Startschwierigkeiten

Doch auch das war keine gute Lösung. «Ich sprach kein Englisch und alle dort sprachen Englisch.» Er konnte die anderen nicht verstehen. Und es gab jede Menge Mobbing. «In meiner ersten Woche wurde ich an einen Baum gebunden und man schüttete Urin über mich – das war eine Art Aufnahme-Ritual…» In der Schule war er dementsprechend schlecht, musste beinahe die 3. und später die 5. Klasse wiederholen. Doch er vertiefte sich in die Bücher, die Kurzzeitmissionare im Waisenheim gelassen hatten, und lernte bald Englisch. Die Lehrer bemerkten seinen Eifer und unterstützten ihn.

Hilfe erhielt er auch von Kurzzeitmissionaren, insbesondere medizinische Freiwillige inspirierten ihn. «Eine deutsche Neugeborenen-Krankenschwester widmete ihr ganzes Leben dafür, anderen medizinisch zu helfen.

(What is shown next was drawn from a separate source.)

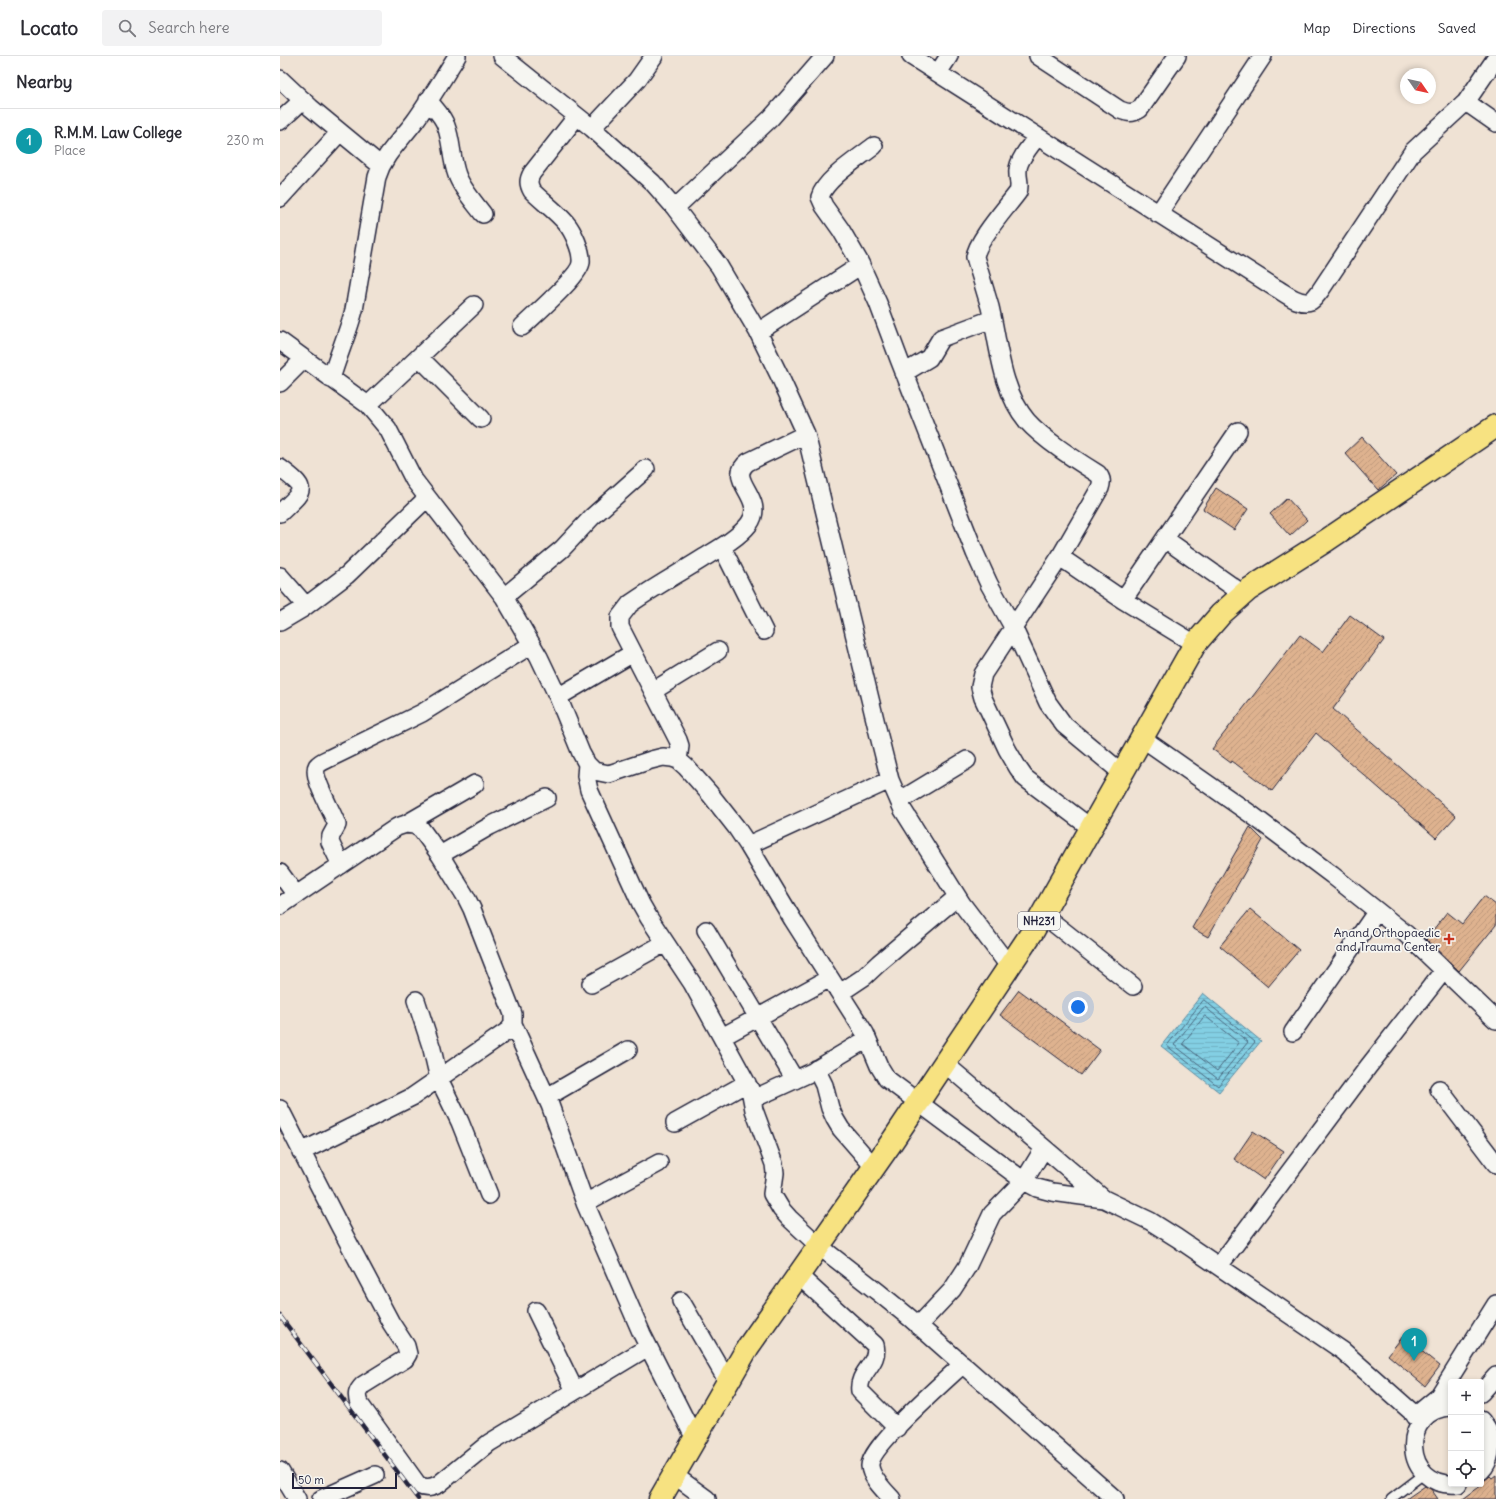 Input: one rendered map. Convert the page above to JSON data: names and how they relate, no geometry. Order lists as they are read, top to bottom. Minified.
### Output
{"streets":{"highway":["NH231"]},"places":{"health":["Anand Orthopaedic and Trauma Center"]},"scale_bar":"50 m","north":"bottom right","page":{"header":"Locato","search":"Search here","nav":["Map","Directions","Saved"],"heading":"Nearby","list":[{"mark":"1","name":"R.M.M. Law College","note":"Place","value":"230 m"}],"pins":"1","map_buttons":["+","−"],"scale":"50 m"}} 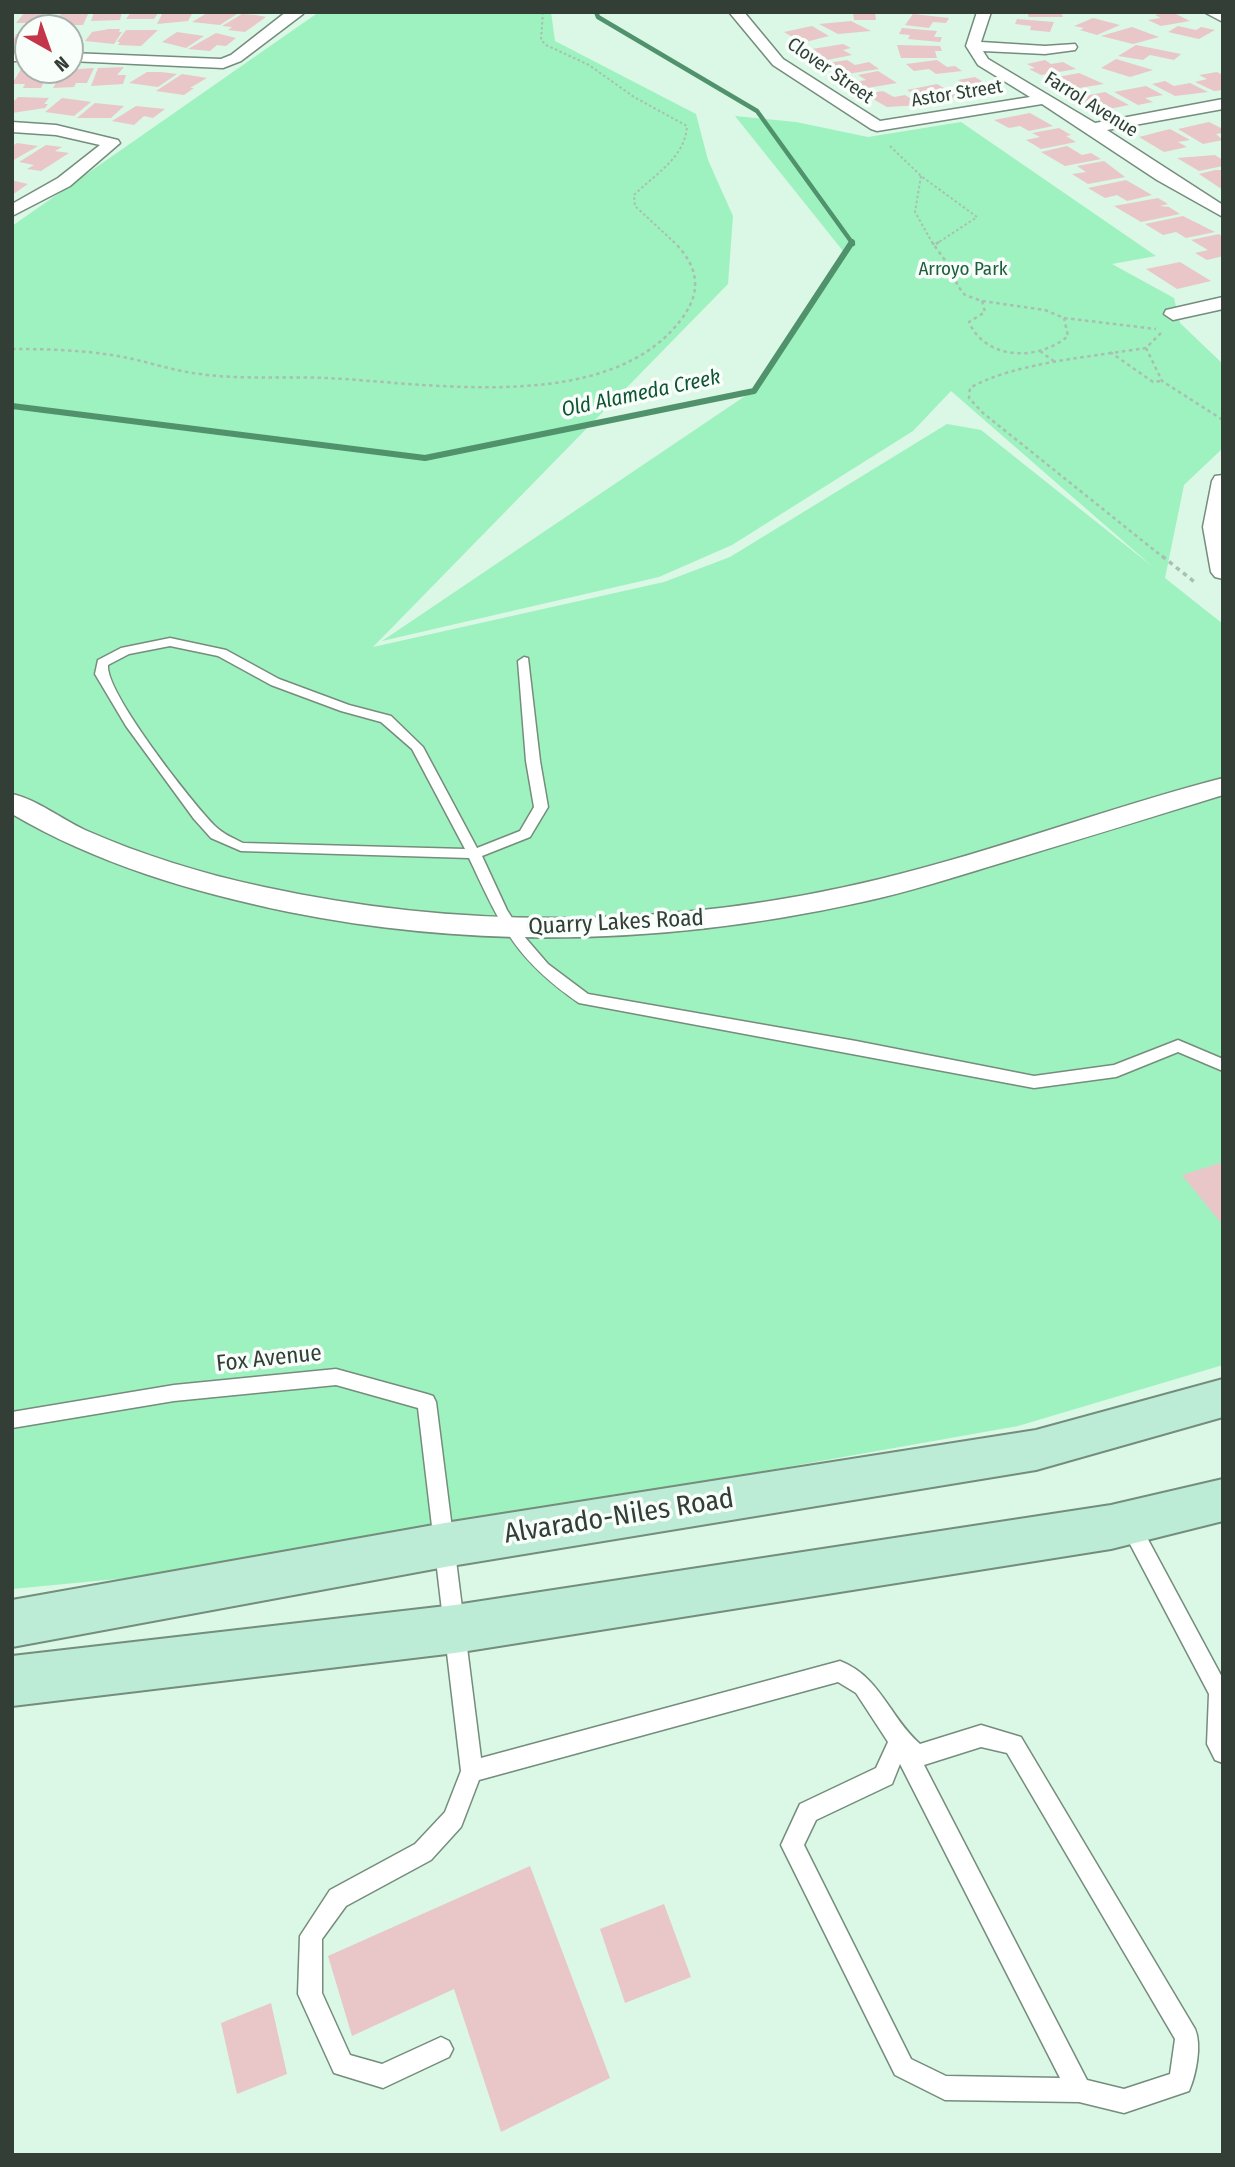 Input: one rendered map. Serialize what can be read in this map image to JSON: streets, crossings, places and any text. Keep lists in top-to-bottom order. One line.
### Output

Sie verbrachte viel Zeit mit den schwerkranken Kindern im Waisenheim – Kinder, die alle anderen abgeschrieben hatten, weil wir alle dachten, sie würden es eh nicht überleben.» Diese Frau beobachtete Madlala, lernte von ihr und übersetzte für sie sogar medizinische Dokumente aus dem Englischen in Zulu. Ihr uneigennütziger Einsatz für die Kinder inspirierte ihn zutiefst. Eine andere Krankenschwester schenkte ihm ein Spielzeug-Stethoskop, das ihm zum teuersten Schatz wurde.

Leben mit Jesus

Sithembiso Madlala ist Assistenzarzt

Als Sithembiso zwölf war, wurde der Jugendpastor Warren Holland im Heim angestellt, der morgens vor der Schule Andachten mit den Jungs führte. «Es war das erste Mal, dass mir jemand das Evangelium erklärte», erinnert sich Madlala. «Ich wollte mehr über diesen Gott erfahren, von dem Warren erzählte.» Bald wurde ihm klar, dass er Jesus brauchte – er brauchte Rettung! Er bat Jesus in sein Leben, liess sich aber erst später taufen.

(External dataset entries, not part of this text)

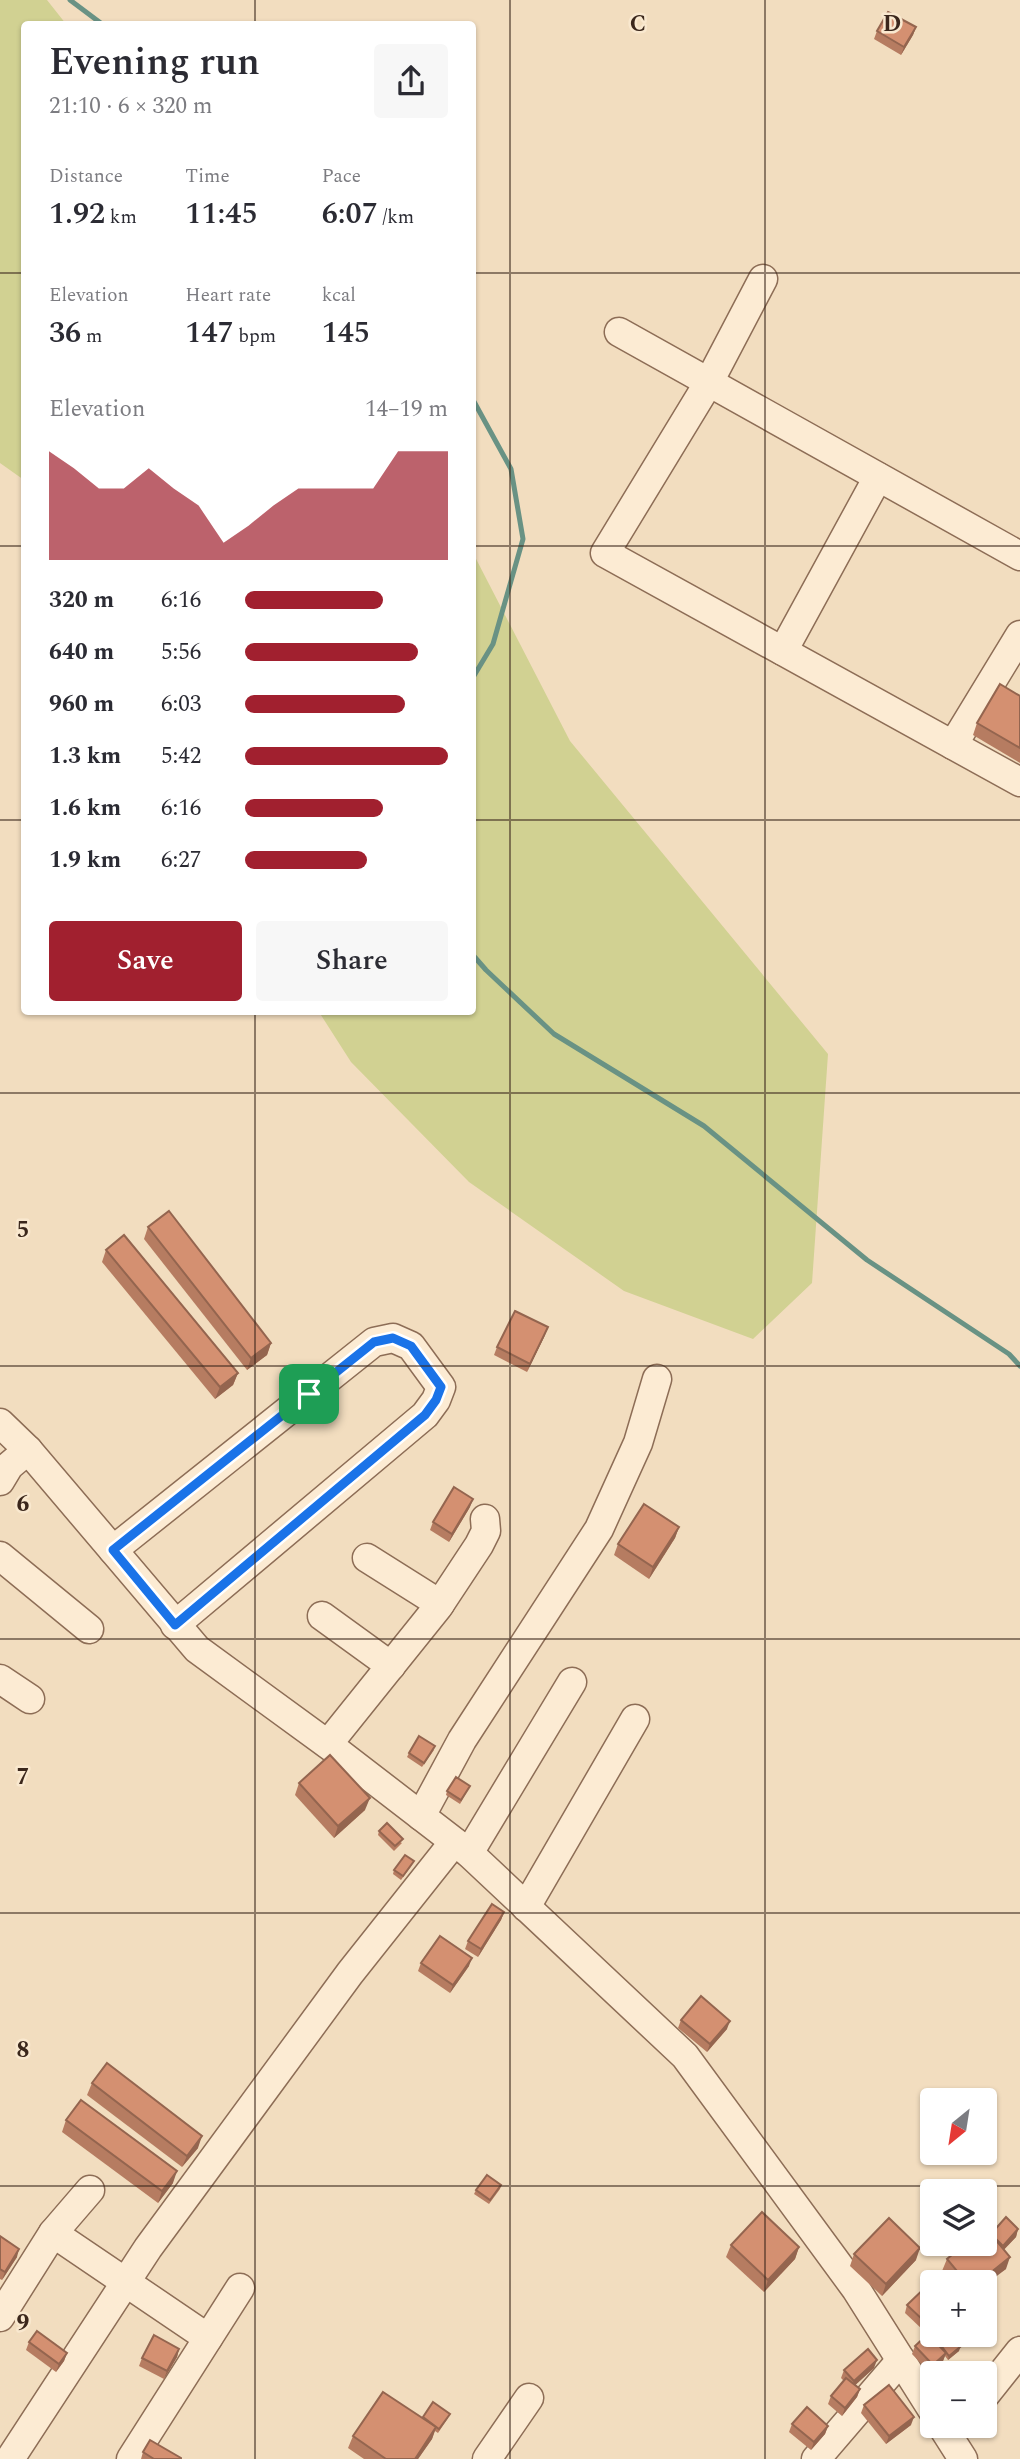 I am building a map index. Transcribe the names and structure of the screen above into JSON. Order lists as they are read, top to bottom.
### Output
{
  "north": "bottom left",
  "page": {
    "heading": ["Evening run", "21:10 · 6 × 320 m"],
    "stats": [
      ["Distance", "1.92 km"],
      ["Time", "11:45"],
      ["Pace", "6:07 /km"],
      ["Elevation", "36 m"],
      ["Heart rate", "147 bpm"],
      ["kcal", "145"]
    ],
    "chart": ["Elevation", "14–19 m"],
    "list": [
      {
        "name": "320 m",
        "note": "6:16"
      },
      {
        "name": "640 m",
        "note": "5:56"
      },
      {
        "name": "960 m",
        "note": "6:03"
      },
      {
        "name": "1.3 km",
        "note": "5:42"
      },
      {
        "name": "1.6 km",
        "note": "6:16"
      },
      {
        "name": "1.9 km",
        "note": "6:27"
      }
    ],
    "buttons": ["Save", "Share"],
    "map_buttons": ["+", "−"]
  },
  "grid": {
    "columns": ["C", "D"],
    "rows": [
      "5",
      "6",
      "7",
      "8",
      "9"
    ]
  }
}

Er brachte sich auch in der Sonntagsschule ein, aber das Medizinische Feld faszinierte ihn weiterhin. Eines Tages sprach er mit einem dunkelhäutigen Arzt – «ich hatte nie zuvor einen schwarzen Arzt gesehen» – der ihn ermutigte, diese Karriere zu verfolgen. «Meine Mutter starb mit 42. Sie starb an etwas, das heilbar ist. Ich war wütend darauf, wie sie mich behandelt hatte, als ich aufwuchs, aber ich war auch interessiert daran, wie und warum sie gestorben war. Warum starb sie an einer Krankheit, die eigentlich zu behandeln ist?»

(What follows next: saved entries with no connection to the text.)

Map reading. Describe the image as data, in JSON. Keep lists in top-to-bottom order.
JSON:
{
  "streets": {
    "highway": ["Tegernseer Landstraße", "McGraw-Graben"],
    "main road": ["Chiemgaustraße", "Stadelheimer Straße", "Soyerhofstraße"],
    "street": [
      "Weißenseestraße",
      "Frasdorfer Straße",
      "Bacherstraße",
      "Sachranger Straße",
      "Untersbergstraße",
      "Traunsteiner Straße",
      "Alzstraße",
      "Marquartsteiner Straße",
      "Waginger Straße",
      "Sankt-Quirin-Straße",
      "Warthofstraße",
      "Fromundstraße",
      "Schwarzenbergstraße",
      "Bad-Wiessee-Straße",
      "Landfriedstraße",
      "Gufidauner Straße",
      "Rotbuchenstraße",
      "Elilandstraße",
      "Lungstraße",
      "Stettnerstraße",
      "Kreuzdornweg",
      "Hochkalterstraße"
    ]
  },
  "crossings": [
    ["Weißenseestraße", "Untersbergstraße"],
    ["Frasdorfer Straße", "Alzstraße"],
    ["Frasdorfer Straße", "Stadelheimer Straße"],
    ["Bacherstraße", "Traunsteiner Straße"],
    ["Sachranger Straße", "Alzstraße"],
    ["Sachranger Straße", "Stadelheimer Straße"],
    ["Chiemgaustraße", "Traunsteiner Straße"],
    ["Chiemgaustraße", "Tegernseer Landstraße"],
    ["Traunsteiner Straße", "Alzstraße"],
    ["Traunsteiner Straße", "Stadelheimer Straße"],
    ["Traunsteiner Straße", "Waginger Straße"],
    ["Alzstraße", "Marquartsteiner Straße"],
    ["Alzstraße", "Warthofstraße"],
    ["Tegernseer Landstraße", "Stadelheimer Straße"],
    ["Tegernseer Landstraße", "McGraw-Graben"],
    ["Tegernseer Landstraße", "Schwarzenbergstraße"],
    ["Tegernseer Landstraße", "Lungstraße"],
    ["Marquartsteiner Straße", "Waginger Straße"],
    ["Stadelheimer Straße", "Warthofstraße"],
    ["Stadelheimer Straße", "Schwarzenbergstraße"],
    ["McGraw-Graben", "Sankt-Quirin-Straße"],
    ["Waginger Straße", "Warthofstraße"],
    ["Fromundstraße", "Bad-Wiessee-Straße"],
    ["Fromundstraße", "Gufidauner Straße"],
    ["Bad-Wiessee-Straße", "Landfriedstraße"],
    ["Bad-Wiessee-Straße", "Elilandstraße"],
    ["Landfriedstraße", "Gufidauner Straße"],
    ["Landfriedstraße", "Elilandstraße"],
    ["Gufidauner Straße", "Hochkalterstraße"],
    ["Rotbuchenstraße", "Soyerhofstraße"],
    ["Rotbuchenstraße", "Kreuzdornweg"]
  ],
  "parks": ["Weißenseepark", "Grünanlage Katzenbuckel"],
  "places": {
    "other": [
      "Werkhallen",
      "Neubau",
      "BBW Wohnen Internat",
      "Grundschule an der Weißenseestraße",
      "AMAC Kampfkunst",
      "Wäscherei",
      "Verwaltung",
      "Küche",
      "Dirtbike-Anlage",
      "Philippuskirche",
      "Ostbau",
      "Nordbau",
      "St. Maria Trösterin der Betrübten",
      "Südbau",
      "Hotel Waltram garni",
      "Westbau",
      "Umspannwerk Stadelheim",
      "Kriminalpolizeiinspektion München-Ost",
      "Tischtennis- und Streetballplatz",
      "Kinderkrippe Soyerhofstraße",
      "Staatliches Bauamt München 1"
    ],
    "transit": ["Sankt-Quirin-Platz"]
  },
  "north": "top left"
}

Erstmals auf sich gestellt

Als erster Schüler seiner Schule bewarb er sich 2015 bei Witwatersrand, einer der besten Universitäten zum Medizinstudium in Südafrika. Eigentlich hatte er keine Chance – von rund 50'000 Bewerbungen pro Jahr wurden nur 300 akzeptiert. Doch er erhielt einen Platz – und ein vollständiges Stipendium. Und er wusste, dass Gott ihn genau dort haben wollte. Doch es war zunächst eine grosse Herausforderung: Erstmals lebte er allein in einer grossen Stadt, erstmals kam er in Kontakt mit weissen Kindern aus reichen Familien, erstmals musste er Geld verwalten, erstmals Versuchungen wie Alkohol und Drogen aus dem Weg gehen. «Es war, als ob ich auf einem anderen Planeten lebte.»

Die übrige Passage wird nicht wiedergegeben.